Written by George Brett
In 2019 most of us are becoming more aware of humanity’s ever-increasing carbon output and its subsequent impacts on the natural world. It seems like nowadays you cannot turn on the TV without hearing mention of climate change and all its associated nasties. But when was the last time you remember turning on the TV and hearing about ocean acidification? In my own personal experience it appears that, outside of academic circles, no one is giving this global phenomenon the respect that it’s due. But the potential ecological, sociological and economic consequences of unchecked global oceanic pH decrease (a fancy way of saying increasingly acidic waters) cannot be understated. As we shall see, this is as much a human issue as it is an environmental one.
While impacting nearly all marine organisms in one-way or another ocean acidification is particularly deleterious to marine calcifiers such as corals.

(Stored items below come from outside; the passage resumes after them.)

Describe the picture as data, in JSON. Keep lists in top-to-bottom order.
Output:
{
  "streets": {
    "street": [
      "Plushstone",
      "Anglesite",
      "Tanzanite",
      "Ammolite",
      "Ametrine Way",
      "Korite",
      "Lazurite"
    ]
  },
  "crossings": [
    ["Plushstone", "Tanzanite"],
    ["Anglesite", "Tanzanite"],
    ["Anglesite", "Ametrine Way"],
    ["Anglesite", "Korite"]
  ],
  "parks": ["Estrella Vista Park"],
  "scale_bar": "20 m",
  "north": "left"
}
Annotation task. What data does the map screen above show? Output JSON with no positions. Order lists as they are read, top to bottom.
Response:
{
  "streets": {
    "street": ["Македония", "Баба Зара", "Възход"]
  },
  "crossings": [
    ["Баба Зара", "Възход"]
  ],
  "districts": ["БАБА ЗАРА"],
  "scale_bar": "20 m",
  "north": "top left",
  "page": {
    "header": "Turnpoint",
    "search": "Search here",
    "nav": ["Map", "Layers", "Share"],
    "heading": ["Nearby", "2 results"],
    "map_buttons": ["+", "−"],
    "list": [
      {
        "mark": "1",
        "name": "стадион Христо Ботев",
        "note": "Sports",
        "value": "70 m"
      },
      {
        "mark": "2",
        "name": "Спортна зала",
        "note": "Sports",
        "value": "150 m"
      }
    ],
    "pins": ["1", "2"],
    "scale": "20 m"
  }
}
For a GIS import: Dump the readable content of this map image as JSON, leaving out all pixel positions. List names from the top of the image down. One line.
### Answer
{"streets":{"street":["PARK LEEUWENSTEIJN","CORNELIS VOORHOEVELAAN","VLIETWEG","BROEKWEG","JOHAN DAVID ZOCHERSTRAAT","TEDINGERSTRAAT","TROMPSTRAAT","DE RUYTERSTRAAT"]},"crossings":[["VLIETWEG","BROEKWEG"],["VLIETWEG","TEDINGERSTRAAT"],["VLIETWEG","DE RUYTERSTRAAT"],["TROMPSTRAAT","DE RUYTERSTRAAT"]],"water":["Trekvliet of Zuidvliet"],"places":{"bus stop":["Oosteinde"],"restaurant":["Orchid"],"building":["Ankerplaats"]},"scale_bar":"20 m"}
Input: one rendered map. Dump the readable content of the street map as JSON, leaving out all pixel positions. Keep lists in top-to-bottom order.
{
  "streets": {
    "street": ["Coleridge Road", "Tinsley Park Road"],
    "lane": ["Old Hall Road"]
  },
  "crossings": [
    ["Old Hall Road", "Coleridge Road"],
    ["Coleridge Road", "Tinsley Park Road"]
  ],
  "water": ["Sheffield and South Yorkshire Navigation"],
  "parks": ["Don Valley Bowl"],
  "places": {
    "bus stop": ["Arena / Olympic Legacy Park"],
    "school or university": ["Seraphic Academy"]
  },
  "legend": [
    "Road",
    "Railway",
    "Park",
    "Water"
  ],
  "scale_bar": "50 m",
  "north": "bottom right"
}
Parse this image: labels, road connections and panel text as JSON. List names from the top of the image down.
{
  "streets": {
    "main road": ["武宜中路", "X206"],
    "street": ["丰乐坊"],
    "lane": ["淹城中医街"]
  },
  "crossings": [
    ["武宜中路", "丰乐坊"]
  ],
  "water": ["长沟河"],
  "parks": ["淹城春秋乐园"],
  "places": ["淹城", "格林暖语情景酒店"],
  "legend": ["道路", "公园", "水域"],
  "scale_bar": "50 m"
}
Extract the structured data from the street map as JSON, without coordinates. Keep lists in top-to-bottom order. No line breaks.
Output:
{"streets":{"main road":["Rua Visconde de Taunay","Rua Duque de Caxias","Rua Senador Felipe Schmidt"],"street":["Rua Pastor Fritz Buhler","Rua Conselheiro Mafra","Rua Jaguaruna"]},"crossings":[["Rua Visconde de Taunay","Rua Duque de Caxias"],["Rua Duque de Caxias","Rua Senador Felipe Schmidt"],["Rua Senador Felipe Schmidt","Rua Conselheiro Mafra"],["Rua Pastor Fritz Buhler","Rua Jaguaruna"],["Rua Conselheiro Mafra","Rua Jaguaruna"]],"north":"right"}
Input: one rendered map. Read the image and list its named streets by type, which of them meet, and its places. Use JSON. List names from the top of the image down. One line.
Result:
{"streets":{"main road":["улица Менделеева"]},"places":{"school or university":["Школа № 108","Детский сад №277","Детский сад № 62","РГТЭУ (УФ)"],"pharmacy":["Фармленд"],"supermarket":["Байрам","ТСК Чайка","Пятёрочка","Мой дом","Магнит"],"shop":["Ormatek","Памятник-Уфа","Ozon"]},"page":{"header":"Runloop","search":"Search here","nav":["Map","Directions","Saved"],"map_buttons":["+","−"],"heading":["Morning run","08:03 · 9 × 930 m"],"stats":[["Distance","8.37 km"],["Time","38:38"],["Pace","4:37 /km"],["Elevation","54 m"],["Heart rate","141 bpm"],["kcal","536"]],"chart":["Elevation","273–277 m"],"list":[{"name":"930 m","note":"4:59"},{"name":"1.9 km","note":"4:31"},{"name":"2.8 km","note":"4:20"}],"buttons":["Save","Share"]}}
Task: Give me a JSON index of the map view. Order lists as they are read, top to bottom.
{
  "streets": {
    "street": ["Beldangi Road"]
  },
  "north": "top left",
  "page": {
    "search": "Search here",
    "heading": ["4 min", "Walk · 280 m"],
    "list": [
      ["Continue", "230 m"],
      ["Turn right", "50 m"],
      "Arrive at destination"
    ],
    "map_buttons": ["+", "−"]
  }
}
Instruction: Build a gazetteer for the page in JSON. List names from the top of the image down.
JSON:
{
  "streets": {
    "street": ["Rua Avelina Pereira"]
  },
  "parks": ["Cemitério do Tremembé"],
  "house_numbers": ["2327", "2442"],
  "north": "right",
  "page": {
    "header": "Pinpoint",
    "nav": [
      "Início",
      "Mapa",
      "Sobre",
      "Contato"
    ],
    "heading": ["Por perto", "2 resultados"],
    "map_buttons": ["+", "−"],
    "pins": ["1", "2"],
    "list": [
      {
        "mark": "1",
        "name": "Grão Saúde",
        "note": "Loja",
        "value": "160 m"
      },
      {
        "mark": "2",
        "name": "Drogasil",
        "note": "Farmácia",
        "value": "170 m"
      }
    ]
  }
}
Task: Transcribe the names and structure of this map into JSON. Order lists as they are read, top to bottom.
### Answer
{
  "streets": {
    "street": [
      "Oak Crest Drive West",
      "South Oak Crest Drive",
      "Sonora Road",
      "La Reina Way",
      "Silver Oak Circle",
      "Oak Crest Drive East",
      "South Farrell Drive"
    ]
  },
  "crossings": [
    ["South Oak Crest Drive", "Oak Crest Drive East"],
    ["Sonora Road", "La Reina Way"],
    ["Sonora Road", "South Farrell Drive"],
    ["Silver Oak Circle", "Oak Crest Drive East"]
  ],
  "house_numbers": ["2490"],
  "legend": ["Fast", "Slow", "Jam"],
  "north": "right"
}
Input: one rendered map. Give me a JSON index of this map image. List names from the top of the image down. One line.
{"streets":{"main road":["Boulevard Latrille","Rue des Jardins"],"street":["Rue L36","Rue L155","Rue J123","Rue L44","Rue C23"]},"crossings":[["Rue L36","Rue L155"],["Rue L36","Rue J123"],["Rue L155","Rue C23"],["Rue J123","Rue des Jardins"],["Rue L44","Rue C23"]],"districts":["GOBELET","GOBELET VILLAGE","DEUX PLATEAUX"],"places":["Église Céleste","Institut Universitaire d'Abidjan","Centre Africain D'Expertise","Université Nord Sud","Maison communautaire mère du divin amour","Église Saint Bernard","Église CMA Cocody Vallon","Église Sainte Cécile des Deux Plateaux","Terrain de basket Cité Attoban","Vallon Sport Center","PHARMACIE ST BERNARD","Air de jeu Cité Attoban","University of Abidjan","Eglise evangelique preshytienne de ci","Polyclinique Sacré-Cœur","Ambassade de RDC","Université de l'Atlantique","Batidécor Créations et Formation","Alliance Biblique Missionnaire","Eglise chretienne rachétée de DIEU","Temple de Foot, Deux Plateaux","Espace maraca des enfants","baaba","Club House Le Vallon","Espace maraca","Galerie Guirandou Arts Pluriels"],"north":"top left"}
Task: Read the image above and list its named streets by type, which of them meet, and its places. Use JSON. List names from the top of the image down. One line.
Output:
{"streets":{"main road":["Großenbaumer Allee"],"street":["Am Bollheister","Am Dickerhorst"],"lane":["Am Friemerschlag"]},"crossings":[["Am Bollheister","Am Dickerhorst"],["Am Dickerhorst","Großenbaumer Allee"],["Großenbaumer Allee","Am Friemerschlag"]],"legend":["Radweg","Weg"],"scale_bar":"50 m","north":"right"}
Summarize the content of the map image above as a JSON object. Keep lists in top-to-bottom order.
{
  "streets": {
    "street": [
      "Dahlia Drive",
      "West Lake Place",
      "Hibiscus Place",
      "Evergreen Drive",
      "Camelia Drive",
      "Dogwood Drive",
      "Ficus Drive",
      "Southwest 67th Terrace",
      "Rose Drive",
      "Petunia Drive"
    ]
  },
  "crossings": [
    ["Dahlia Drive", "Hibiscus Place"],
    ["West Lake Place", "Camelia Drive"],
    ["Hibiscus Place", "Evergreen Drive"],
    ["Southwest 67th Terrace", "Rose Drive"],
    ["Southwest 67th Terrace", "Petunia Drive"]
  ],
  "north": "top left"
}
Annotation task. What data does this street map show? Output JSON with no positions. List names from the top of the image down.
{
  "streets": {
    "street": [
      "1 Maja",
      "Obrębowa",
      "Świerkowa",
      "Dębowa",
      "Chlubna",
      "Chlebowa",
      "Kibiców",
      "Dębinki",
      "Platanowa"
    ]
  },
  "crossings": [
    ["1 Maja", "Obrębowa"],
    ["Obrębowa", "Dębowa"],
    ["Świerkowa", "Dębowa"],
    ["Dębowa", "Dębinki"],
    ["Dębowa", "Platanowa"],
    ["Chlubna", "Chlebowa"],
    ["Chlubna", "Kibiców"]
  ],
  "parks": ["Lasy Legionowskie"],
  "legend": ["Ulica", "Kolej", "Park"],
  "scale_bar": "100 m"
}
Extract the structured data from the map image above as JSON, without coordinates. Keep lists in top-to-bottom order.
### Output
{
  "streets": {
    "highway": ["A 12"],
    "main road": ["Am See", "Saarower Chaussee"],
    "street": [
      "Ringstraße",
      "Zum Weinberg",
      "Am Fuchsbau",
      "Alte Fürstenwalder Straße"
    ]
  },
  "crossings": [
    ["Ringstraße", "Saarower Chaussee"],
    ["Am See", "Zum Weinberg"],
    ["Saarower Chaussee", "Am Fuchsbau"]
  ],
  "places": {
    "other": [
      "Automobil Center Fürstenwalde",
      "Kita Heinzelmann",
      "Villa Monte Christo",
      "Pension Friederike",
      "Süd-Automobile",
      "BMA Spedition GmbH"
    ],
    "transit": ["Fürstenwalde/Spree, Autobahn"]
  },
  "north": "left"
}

Initially this piece was an attempt to summarise the varying effects of increasing water acidity on marine organisms across the board, but given the scale to which acidification is impacting reef systems today it is worthy of a piece dedicated to it as a whole.
What is ocean acidification?
In the same way as forests do, the oceans also act as crucial carbon sinks for our planet. This means they absorb and trap the carbon dioxide present in the earth’s atmosphere. The oceans are in fact directly responsible for making earth habitable for life today. Slowly but surely (over millions and millions of years) phytoplankton transformed earth’s atmosphere by absorbing atmospheric CO2 and emitting oxygen back into it via photosynthesis. These tiny microscopic creatures essentially terraformed the planet and kick started the journey towards life as we know it today, by creating a balanced atmosphere.
Today however we are faced with a problem. Human activity has increased atmospheric CO2 levels at a rate faster than the environment can keep up with. In the last 250 years (since the dawn of the industrial revolution) atmospheric CO2 has increased from 280 parts per million to around 384, an increase of 40%. Such a rapid increase has had a direct effect on global water chemistry.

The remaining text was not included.